Data Riset Terbaru menunjukkan bahwa komunikasi publik yang efektif dalam penanganan bencana dapat meningkatkan kepercayaan masyarakat terhadap pemerintah hingga 40%. Studi dari Universitas Gadjah Mada (2024) menyebutkan bahwa masyarakat lebih responsif terhadap informasi yang disampaikan dengan empati dan kejujuran.

Infografis terkini dari Badan Nasional Penanggulangan Bencana (BNPB) mencatat bahwa sejak Januari hingga Desember 2025, terdapat 3.200 kejadian bencana di Indonesia, dengan kerugian mencapai Rp 7,8 triliun. Sumatera menjadi salah satu wilayah dengan frekuensi bencana tertinggi, terutama di Aceh, Sumatera Utara, dan Sumatera Barat.

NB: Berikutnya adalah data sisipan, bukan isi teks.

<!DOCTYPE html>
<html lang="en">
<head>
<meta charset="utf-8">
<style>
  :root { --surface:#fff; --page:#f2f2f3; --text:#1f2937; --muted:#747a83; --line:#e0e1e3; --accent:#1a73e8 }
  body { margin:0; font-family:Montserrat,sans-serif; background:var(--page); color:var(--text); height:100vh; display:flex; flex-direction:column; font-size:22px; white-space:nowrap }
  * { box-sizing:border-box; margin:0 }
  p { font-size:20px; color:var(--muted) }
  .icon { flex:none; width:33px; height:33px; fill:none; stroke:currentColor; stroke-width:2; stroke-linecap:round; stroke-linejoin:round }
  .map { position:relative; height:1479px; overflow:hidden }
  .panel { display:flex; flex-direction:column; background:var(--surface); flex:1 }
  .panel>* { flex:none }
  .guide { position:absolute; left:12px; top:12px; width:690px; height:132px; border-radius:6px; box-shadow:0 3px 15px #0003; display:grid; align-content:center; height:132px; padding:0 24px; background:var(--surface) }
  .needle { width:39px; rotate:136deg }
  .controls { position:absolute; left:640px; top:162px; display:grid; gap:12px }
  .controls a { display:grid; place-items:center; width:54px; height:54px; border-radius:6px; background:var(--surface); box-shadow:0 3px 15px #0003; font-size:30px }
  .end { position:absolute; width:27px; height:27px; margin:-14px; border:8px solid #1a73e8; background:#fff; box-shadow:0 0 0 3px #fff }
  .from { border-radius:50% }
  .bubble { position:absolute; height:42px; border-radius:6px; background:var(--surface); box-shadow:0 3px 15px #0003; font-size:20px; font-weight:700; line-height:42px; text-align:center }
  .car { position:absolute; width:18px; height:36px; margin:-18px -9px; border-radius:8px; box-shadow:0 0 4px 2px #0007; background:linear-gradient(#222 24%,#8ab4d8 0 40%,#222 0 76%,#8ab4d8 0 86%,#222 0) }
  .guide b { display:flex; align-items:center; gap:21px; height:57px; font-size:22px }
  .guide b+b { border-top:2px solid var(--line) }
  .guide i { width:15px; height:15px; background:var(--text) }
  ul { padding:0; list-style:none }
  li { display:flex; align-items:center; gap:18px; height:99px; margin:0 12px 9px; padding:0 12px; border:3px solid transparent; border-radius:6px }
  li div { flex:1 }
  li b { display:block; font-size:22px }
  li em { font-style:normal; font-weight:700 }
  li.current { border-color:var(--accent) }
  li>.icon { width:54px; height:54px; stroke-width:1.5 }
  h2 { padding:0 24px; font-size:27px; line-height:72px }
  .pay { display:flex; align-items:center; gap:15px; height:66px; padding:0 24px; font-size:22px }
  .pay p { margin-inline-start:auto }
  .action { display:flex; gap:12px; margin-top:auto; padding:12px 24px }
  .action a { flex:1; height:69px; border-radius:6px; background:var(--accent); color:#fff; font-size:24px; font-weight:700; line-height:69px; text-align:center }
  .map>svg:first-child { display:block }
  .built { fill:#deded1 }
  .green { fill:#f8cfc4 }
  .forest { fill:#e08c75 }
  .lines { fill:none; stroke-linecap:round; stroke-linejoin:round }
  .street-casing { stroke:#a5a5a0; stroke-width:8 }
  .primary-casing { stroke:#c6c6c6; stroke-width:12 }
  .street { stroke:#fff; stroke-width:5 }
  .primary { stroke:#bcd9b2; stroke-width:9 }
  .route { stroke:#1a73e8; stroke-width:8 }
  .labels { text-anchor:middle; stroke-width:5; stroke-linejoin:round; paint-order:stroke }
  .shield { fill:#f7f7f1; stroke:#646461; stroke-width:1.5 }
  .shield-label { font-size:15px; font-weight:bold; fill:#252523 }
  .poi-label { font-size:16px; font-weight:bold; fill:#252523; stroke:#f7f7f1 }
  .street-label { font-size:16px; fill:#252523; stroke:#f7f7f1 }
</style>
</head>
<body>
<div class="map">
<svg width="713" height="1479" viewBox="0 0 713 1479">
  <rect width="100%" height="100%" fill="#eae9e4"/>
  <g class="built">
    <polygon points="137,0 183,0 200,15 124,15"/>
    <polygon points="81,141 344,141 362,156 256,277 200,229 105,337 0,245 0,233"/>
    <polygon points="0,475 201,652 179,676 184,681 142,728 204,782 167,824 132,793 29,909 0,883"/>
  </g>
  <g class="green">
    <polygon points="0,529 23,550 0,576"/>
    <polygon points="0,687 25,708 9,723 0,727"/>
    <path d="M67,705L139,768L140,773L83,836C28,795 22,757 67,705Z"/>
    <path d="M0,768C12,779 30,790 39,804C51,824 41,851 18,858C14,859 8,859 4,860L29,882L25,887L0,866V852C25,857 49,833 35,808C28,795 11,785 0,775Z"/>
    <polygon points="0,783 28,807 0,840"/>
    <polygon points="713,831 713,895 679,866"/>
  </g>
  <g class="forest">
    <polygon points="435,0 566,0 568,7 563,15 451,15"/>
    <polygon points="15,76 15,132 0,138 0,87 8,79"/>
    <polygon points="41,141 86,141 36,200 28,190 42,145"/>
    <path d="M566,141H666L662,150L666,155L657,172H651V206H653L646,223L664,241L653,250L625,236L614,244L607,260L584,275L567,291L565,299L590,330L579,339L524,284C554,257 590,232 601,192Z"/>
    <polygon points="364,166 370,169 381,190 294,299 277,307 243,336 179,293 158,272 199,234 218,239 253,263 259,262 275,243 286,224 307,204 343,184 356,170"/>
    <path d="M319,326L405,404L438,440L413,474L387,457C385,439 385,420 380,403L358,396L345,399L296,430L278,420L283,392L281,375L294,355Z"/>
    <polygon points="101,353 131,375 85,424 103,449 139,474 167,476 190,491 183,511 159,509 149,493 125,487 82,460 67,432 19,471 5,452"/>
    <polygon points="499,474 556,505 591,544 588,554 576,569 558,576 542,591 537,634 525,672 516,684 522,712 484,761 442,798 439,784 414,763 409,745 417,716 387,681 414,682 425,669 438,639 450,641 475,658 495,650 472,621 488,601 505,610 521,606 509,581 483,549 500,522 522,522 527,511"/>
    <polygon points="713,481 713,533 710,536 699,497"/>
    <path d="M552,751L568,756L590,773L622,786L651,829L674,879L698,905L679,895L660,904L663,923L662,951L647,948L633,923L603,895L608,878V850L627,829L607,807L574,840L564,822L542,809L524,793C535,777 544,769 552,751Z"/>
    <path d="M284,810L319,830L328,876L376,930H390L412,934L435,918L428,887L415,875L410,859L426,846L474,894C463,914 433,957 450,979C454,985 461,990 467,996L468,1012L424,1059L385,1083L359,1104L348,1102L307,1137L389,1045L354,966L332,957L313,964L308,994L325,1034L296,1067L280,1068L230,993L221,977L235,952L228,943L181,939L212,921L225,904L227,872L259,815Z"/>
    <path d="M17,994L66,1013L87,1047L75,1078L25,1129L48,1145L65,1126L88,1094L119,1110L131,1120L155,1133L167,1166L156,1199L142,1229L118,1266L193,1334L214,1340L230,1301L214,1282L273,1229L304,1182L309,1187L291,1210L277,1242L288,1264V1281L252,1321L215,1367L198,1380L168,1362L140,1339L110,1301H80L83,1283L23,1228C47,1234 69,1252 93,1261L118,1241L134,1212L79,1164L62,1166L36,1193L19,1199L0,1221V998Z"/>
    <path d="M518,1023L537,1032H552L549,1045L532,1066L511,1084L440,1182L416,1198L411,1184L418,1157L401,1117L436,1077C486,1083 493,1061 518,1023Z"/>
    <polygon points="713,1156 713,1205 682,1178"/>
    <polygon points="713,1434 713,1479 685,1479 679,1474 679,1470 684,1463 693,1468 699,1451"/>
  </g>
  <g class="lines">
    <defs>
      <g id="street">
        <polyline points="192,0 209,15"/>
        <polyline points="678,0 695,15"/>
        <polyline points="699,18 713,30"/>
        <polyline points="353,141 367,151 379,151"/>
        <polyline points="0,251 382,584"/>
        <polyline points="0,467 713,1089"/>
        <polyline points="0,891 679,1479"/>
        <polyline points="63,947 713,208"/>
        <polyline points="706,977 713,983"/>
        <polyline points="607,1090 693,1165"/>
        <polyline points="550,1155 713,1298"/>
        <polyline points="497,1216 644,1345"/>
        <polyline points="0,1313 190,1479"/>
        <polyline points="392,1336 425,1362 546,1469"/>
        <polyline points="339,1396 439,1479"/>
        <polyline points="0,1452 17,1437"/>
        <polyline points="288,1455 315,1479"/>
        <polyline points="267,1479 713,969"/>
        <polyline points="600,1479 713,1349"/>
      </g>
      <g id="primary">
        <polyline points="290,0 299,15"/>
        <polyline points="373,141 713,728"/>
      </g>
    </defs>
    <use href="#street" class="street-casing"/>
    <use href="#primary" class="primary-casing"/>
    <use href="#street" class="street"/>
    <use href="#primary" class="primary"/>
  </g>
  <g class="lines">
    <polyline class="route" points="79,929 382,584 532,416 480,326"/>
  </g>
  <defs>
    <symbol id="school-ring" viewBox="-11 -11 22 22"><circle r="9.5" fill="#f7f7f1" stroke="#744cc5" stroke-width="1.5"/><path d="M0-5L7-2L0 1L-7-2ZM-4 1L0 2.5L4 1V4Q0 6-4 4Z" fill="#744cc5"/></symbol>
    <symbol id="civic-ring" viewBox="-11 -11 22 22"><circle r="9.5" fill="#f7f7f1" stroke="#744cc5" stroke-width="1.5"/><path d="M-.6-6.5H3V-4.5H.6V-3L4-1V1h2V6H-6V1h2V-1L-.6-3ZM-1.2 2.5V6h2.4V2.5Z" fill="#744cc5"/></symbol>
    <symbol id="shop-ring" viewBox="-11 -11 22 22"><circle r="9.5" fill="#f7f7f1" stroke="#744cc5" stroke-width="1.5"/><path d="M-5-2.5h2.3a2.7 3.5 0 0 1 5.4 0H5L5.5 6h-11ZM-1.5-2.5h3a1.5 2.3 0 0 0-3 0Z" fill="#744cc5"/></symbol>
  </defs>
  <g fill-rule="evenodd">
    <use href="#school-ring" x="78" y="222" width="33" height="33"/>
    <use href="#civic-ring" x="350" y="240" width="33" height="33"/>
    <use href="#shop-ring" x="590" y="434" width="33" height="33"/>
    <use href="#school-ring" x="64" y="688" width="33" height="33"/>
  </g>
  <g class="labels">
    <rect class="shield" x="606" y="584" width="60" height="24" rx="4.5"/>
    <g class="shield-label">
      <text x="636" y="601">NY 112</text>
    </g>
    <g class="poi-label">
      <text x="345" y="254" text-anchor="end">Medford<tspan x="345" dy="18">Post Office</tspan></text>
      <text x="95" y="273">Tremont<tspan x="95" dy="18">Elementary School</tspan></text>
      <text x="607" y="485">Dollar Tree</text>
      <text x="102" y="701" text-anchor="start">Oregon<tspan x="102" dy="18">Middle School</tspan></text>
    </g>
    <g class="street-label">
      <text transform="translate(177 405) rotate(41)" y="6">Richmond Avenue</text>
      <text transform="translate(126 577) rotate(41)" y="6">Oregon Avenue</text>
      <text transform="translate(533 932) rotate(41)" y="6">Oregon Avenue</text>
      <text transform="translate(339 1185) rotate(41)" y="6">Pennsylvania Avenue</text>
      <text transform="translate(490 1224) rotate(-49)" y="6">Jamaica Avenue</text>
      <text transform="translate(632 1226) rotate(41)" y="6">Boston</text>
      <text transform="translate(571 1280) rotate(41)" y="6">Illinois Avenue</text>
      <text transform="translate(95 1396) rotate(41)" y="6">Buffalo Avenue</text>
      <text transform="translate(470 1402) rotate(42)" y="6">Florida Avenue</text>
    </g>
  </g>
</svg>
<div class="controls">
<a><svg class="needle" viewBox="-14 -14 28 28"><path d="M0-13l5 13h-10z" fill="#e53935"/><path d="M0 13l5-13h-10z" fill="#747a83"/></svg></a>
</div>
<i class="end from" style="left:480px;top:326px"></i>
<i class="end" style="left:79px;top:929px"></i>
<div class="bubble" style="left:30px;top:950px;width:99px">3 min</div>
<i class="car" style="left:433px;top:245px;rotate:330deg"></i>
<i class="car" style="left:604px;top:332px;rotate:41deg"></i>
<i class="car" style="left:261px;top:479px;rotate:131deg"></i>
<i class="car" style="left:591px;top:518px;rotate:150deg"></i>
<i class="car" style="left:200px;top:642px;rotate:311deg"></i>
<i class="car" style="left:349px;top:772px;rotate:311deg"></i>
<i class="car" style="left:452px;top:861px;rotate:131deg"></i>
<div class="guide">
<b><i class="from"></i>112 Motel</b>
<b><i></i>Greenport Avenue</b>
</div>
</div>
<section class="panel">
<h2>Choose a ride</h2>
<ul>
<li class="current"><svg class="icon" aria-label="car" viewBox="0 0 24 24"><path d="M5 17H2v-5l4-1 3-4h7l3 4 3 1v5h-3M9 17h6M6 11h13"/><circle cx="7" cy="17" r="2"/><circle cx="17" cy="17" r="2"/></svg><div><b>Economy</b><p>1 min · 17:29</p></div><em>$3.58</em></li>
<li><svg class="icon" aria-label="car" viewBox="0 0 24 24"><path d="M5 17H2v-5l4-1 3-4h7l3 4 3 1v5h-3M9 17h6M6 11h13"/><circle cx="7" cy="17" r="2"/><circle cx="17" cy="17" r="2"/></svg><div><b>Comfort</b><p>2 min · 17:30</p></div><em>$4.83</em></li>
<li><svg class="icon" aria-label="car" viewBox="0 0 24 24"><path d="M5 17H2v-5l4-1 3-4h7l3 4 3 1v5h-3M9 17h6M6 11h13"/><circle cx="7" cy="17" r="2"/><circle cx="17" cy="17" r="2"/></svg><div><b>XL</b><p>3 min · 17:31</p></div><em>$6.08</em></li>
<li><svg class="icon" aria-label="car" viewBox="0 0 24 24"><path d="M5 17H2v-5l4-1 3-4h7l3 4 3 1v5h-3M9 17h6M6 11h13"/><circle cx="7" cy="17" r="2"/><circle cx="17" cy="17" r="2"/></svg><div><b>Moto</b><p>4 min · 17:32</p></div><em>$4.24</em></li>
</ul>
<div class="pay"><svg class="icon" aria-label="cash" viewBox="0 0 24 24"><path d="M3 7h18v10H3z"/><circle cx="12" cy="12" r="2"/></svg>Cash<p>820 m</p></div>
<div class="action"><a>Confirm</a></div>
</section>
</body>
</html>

Dalam konteks ini, pendekatan komunikasi yang humanis dan terkoordinasi bukan hanya menjadi kebutuhan, tetapi juga kewajiban moral pemerintah untuk menjaga kepercayaan dan ketenangan masyarakat di tengah musibah. Dengan memperkuat koordinasi dan memperbarui strategi komunikasi, pemerintah dapat menciptakan sinergi yang lebih baik antara penanganan bencana dan respons publik. Langkah ini penting untuk membangun ketahanan sosial dan mempercepat pemulihan pasca-bencana.